Federal Reserve Bank of Chicago
David Oppedahl, a Senior Business Economist at the Chicago Fed, explained in the AgLetter that, “On the whole, the District experienced a very steep annual increase of 22 percent in its farmland values in 2021 (see table and map below). In nominal terms, 2011’s annual increase was the last gain as large as 2021’s.
In the fourth quarter of 2021, all District states saw double-digit year- over-year increases in their agricultural land values.
“The District’s farmland values were up 7 percent in the fourth quarter of 2021 from the third quarter.”
The AgLetter stated that, “More than making up for their real declines from 2014 through 2019, District farmland values reached a new peak in 2021. At the end of 2021, District farmland values were up nearly 7 percent from their prior peak (in 2013) in real terms; they were up even more (about 22 percent) in nominal terms after almost fully recovering to their previous peak (also in 2013) by the end of 2020 (see chart 2).”
Mr. Oppedahl added that, “Propelled by higher receipts for both crop and livestock products, net farm income swelled by $24 billion for the nation in 2021, based on the USDA’s February forecast. This surge in agricultural income provided momentum for the rapid rise of District farmland values in 2021.”
And the Chicago Fed indicated that, “Improving agricultural credit conditions for the District also played an important role in 2021’s striking gains in farmland values.”
Recall that an Iowa State University report from late last year showed that, “the average value of an acre of Iowa farmland skyrocketed 29% in 2021.”
Federal Reserve Bank of Kansas City
Alongside sustained strength in farm income and credit conditions, the value of all types of farmland in the Tenth District was more than 20% higher than a year ago.
“The recent strength in agricultural real estate markets has been supported by strong demand, historically low interest rates and vastly improved conditions in the farm economy.”
Last week’s update stated that, “Lenders reported a mostly favorable outlook for agriculture in the District but cited the rise in input costs as a risk to the sector. Even with uncertainty around input costs, lenders expected favorable conditions in the economy to support farm finances and lead to further gains in farmland values in 2022. The possibility of weaker agricultural income and higher interest rates in the economy remain as risks for farmland markets. Despite the risks, the agricultural sector appears to be well positioned for the year ahead, supported by strong balance sheets, high agricultural commodity prices and sharp gains in farmland values.”

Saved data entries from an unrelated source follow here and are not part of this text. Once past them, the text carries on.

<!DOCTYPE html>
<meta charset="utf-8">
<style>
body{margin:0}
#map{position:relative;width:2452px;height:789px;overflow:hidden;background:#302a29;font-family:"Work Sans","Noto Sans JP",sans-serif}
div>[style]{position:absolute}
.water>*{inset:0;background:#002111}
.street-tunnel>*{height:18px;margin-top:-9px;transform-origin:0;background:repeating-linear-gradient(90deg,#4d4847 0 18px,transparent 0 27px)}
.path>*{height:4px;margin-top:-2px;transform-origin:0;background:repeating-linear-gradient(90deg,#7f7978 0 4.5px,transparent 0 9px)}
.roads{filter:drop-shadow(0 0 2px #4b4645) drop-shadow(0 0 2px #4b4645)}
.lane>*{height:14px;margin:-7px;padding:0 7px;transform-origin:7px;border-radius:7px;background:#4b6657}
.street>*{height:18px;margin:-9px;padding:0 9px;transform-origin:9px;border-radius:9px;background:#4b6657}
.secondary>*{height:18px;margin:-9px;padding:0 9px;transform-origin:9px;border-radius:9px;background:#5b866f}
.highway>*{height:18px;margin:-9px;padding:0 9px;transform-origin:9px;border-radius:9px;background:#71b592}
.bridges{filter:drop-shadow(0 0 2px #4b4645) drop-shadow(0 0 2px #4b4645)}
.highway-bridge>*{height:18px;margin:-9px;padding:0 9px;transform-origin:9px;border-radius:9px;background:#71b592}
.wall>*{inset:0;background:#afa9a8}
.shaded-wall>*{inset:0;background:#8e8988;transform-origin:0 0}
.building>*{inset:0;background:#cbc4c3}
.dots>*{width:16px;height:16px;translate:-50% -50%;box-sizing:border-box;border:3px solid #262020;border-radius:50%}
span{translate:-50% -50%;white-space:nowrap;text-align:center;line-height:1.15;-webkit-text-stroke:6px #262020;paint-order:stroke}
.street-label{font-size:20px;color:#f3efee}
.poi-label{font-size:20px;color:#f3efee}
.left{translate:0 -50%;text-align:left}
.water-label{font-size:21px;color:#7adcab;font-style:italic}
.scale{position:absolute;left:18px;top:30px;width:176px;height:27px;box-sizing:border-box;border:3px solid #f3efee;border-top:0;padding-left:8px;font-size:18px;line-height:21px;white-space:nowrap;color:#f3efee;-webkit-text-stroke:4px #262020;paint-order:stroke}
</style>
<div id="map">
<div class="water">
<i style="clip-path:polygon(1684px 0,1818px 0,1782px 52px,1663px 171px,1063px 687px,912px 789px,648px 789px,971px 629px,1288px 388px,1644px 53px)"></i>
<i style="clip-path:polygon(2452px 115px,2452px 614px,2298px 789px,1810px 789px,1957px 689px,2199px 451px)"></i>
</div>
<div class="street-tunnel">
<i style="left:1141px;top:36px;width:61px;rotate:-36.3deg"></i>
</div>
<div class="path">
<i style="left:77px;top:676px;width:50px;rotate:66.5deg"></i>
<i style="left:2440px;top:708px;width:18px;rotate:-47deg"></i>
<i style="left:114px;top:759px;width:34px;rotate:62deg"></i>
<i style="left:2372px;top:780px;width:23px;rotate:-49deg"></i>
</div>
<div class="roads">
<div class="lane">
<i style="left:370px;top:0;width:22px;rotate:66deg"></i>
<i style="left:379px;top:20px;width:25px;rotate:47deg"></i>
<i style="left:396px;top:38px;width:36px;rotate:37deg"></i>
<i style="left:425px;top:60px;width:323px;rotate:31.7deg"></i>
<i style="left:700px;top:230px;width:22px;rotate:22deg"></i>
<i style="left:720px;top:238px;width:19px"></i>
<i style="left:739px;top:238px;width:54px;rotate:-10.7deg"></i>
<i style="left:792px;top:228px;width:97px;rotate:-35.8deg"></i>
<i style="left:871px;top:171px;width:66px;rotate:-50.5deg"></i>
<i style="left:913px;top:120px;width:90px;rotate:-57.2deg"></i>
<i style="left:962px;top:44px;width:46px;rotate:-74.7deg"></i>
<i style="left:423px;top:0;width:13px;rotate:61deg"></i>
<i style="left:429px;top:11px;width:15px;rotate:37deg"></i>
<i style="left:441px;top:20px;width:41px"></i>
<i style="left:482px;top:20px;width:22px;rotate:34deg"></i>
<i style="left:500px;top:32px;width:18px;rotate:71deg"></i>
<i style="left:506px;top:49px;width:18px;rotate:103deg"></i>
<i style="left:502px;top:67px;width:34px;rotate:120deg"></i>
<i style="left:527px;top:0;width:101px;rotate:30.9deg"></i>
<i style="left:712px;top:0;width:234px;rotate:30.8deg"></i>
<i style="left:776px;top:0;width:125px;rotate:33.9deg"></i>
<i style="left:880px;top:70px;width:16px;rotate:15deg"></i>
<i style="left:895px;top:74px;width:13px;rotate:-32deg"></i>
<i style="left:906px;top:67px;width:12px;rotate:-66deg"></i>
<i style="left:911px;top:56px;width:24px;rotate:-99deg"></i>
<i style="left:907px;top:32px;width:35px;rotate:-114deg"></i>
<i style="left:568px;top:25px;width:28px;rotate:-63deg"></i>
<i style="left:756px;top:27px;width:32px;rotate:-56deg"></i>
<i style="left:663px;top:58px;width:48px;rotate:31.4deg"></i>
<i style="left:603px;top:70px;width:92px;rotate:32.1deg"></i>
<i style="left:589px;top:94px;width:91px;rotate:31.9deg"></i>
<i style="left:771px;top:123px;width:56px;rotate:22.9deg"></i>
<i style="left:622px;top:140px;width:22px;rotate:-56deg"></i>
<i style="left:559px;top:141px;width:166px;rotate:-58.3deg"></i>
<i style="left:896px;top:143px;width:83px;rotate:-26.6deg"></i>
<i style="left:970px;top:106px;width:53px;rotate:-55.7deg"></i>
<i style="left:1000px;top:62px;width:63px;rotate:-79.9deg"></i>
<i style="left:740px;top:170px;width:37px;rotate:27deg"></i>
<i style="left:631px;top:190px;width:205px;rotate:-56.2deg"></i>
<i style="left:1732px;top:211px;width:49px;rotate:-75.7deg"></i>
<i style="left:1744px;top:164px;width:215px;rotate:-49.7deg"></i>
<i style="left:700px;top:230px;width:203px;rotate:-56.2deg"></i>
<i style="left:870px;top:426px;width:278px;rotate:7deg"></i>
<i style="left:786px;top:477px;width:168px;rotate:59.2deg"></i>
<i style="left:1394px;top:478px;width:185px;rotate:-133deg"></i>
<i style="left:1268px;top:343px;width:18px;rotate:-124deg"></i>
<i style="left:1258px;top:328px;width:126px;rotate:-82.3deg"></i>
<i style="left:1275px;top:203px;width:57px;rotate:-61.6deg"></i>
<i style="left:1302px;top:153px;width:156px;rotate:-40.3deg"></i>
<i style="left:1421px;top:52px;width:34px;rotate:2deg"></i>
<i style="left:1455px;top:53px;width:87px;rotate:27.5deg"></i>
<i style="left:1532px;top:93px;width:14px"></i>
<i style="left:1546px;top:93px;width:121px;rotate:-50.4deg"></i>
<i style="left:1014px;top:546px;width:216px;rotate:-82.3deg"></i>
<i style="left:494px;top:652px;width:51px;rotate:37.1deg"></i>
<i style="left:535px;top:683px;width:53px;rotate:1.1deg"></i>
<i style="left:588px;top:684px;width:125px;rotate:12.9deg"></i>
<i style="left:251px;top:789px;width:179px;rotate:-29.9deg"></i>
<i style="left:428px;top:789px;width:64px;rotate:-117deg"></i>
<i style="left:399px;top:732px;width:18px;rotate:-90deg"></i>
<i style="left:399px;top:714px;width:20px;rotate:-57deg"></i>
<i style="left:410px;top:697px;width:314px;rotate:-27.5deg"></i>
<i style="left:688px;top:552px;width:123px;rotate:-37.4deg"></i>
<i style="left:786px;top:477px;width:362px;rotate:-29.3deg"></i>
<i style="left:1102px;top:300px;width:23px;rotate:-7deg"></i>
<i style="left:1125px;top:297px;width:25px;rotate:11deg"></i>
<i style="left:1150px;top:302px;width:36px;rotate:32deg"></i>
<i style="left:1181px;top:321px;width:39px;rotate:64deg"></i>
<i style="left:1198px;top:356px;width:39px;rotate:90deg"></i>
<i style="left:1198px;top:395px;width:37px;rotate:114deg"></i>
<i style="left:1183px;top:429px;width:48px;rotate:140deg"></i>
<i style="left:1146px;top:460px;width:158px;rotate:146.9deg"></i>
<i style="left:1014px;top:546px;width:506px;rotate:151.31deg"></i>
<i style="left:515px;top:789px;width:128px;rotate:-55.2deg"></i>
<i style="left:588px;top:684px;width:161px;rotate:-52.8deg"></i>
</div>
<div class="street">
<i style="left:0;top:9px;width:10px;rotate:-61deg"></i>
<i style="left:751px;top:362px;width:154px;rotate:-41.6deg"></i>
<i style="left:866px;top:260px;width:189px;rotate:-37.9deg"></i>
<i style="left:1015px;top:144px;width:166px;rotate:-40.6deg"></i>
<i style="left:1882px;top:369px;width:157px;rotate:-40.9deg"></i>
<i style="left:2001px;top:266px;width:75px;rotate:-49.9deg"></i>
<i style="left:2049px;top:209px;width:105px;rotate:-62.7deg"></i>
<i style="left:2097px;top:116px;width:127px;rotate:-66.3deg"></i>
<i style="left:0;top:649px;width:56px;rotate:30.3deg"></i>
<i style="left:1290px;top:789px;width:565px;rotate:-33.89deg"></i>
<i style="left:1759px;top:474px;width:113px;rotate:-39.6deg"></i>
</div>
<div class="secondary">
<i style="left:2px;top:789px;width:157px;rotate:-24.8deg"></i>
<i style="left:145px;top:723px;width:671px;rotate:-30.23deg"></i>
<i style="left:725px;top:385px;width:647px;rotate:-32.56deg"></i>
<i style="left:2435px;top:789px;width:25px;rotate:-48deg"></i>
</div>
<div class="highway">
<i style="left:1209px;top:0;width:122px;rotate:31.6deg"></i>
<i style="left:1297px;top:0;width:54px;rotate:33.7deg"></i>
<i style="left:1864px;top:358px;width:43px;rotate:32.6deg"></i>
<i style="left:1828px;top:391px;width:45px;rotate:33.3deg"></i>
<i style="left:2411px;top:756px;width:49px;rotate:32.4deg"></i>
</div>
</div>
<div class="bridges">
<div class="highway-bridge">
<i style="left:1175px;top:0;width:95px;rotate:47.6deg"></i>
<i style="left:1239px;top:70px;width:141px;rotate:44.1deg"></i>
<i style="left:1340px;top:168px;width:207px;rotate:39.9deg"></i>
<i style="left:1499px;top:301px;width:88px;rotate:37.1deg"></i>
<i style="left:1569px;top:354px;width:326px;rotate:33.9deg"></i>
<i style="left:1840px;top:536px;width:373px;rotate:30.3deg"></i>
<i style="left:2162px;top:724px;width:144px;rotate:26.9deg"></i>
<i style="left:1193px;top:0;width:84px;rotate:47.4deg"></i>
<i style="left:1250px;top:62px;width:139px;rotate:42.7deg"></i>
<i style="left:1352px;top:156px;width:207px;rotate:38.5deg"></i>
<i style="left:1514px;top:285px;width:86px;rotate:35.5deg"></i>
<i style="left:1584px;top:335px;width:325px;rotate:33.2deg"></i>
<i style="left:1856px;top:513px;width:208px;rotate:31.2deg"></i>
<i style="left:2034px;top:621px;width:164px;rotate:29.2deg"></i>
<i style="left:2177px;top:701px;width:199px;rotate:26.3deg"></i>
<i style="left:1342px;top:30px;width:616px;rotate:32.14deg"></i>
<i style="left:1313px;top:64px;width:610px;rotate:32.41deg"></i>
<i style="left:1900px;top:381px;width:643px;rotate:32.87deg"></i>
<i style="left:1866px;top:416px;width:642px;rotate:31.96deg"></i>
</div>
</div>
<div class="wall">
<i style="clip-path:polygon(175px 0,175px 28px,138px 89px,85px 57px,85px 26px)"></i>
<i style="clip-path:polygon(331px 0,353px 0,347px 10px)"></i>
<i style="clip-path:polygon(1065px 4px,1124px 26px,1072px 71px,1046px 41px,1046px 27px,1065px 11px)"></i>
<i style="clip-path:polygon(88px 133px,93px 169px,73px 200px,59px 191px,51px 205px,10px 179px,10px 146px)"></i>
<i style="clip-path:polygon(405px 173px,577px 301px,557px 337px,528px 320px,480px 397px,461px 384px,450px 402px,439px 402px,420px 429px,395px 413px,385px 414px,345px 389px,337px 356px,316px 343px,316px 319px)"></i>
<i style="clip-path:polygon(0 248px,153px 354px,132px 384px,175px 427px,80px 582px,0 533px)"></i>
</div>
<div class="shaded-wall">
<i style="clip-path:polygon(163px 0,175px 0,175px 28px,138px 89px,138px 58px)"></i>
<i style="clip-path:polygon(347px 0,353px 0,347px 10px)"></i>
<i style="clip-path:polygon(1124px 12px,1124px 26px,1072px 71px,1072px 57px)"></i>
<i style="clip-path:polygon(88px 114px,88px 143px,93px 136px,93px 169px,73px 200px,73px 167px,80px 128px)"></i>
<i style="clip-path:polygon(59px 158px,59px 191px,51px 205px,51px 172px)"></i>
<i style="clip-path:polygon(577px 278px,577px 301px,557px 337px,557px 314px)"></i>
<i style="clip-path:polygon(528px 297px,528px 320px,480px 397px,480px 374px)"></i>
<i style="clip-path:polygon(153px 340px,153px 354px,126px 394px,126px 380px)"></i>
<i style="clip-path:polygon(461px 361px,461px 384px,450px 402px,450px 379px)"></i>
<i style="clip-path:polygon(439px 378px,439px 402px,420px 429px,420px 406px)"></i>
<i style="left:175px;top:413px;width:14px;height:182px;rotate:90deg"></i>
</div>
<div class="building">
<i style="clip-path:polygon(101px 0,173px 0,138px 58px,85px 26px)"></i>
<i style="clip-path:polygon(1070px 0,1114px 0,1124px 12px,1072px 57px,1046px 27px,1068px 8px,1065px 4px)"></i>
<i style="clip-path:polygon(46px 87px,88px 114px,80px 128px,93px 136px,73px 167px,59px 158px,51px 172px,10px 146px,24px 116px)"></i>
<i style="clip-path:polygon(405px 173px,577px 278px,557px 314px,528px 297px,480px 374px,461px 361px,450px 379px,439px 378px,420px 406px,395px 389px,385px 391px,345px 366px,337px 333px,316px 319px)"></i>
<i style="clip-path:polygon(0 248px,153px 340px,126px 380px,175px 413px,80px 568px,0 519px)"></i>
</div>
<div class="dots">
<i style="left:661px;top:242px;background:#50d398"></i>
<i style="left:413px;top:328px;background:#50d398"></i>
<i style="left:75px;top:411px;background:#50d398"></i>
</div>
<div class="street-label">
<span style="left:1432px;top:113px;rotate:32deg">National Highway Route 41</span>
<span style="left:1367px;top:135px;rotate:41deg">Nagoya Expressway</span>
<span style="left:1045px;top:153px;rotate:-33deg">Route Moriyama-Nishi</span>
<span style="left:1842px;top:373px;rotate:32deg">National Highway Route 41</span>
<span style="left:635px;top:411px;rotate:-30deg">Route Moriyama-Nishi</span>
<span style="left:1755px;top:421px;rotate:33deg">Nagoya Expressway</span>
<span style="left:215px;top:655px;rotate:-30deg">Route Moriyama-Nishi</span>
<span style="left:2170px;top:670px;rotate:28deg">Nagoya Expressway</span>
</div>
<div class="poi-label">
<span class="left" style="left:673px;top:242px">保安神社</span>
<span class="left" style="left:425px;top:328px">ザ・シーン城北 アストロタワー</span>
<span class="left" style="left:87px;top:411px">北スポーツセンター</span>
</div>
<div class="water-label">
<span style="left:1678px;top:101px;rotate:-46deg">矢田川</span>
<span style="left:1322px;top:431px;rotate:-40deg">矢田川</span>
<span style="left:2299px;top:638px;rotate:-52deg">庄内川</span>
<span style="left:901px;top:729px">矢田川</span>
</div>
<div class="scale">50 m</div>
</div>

Scott and Kreitman noted that, “Strength in the agricultural economy continued to support farm income and borrower liquidity through the end of 2021. Profit opportunities remained strong alongside elevated commodity prices, and both farm income and borrower liquidity increased from a year ago at a pace similar to recent quarters (Chart 1).”
The Ag Credit Survey indicated that, “Together with historically low interest rates and strong agricultural credit conditions, farmland values rose rapidly, according to respondents. Farm real estate values rose more than 20% from a year ago, the highest increase among recent quarters (Chart 4, left panel). The strong growth pushed the average value of nonirrigated cropland to record levels even after adjusting for inflation (Chart 4, right panel).”
With respect to cash rents, the Kansas City Fed pointed out that, “Cash rents continued to increase alongside farmland values, but at a slower pace. Cash rents for all land types increased by about 10%, a faster pace than previous quarters but about half of the increase in farmland values (Chart 5, left panel). After adjusting for inflation, cash rents on nonirrigated cropland remained about 15% below the historic high reached around 2012 (Chart 5, right panel).”
The Survey added that, “The sharp increase in farmland values was consistent across all states and land types throughout the District. The value of nonirrigated cropland and irrigated cropland increased notably in Nebraska and Kansas, respectively (Table 1).
“Oklahoma, however, faced the slowest increase in values across all land types.”